Different electrode design approaches have been trialled. One of the latest approaches is to create coordination sites for uranyl ions (UO22+) to bind to, which then improves the extraction capability of uranium from the seawater. These coordination sites have taken many forms, from materials that feature a lot of M-O-H bonds to PO43- ion pair sites that selectively bind to uranyl ions and form strong O-U-O bonds before crystallising the uranium into another compound to amidoxime groups and iron nitride active sites that will deposit uranyl ions in the form of sodium-uranyl complexes. 

However, in most of these designs, the uranium products that are created during the extraction process contain alkali metals or the uranium products are deposited in an unstable state (due to a mixture of valence states―the charged state of an ion based on how many electrons are in the outer electron sub-shell―of the uranium ions in the complex). 

Many approaches to date have focused on creating coordination sites for the uranyl ions on the electrode surface with little consideration for the transport and connection between the electrode itself and the uranyl binding sites.

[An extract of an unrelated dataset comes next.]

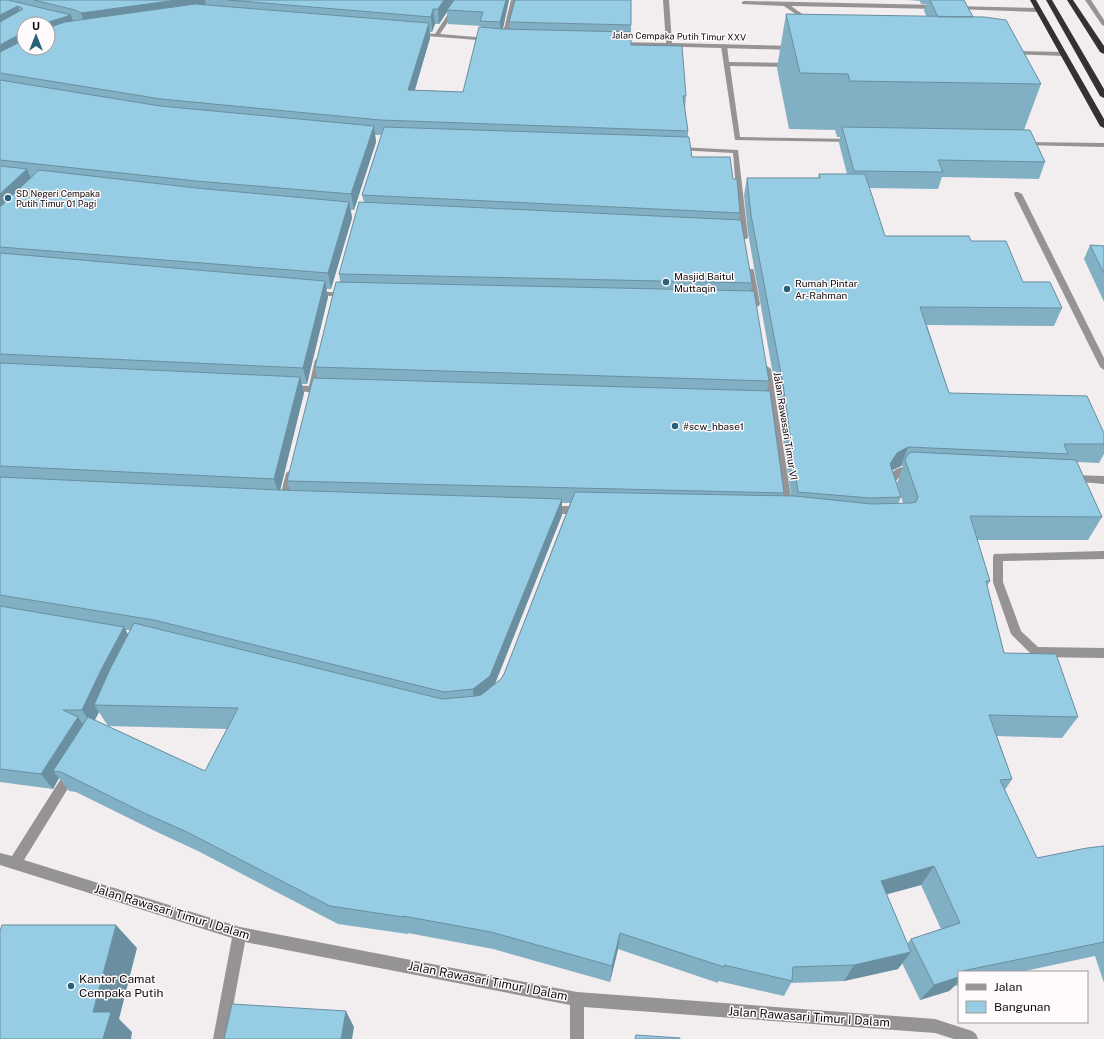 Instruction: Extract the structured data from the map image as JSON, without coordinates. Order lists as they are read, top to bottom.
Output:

This has often led to weak reduction effects and, in some cases, a reoxidation of the captured uranium materials. Reoxidation can also cause further crystallisation with alkali metals, causing a crystal transformation. New approaches need to ensure that the uranium remains stable once captured and reduced to improve the purity of the uranium products being extracted from the seawater. 

New Chemical Extraction Process from Seawater 

Researchers have now created a new synergistic and highly connected coordination-reduction interface that can extract solid black UO2 products from seawater with low levels of impurities through the reduction of uranium (VI) to uranium (IV). The extraction medium was composed of a Ni3S2 fibre with a polyoxometalate CoMo6-derived amorphous CoMoOS layer. The interface has been coined CMOS@NSF by the researchers. 

The CoMoOS layer is chemically similar to its predecessor but with a similar structure. Other than the internal oxygen atoms, which have been replaced with sulphur atoms, the terminal oxygens at the edges of the molecular structure remain exposed. The internal sulphur atoms are responsible for tailoring the electronic distribution in the material, which leads to an accumulation of electrons at the terminal oxygen sites. This makes the terminal oxygen sites strong binding sites for uranyl ions.  

This approach also yielded a strong interfacial connection between the Ni3S2 fibre and CoMoOS layer that improved electron transport and improved the reduction capabilities of the filter. The nickel in the fibre chemically bonded with the oxygen in the uranyl ions (once the uranium had attached to the terminal oxygen groups) to promote the reduction of uranium and accelerate the transfer of electrons, as well as preserve the uranium (IV) compounds and prevent them from reacting again with alkali metals in the seawater. Therefore, the nickel acts as a direct electron transport channel once the uranium has bound the extraction medium. 

From natural seawater, the CMOS@NSF electrochemical extraction process exhibited an electrochemical extraction capacity of 2.65 mg g-1 d-1 for solid UO2 products. This amount was extracted from 25 L of seawater over a period of 24 hours. This equates to an extraction efficiency of 86.67% over the 24-hour period. There will still be a lot of work to do to make these kinds of extraction devices scalable and capable of extracting enough uranium (volume-wise) that it's worth deploying them as an alternative to land-based extraction methods. However, this approach does pave the way for extracting solid UO2 products without the usual impurity contamination and without the worry of the extracted products re-oxidising again after capture. 

Reference: 

Zhu W. et al., A synergistic coordination-reduction interface for electrochemical reductive extraction of uranium with low impurities from seawater, Nature Communications, 16, (2025), 2012.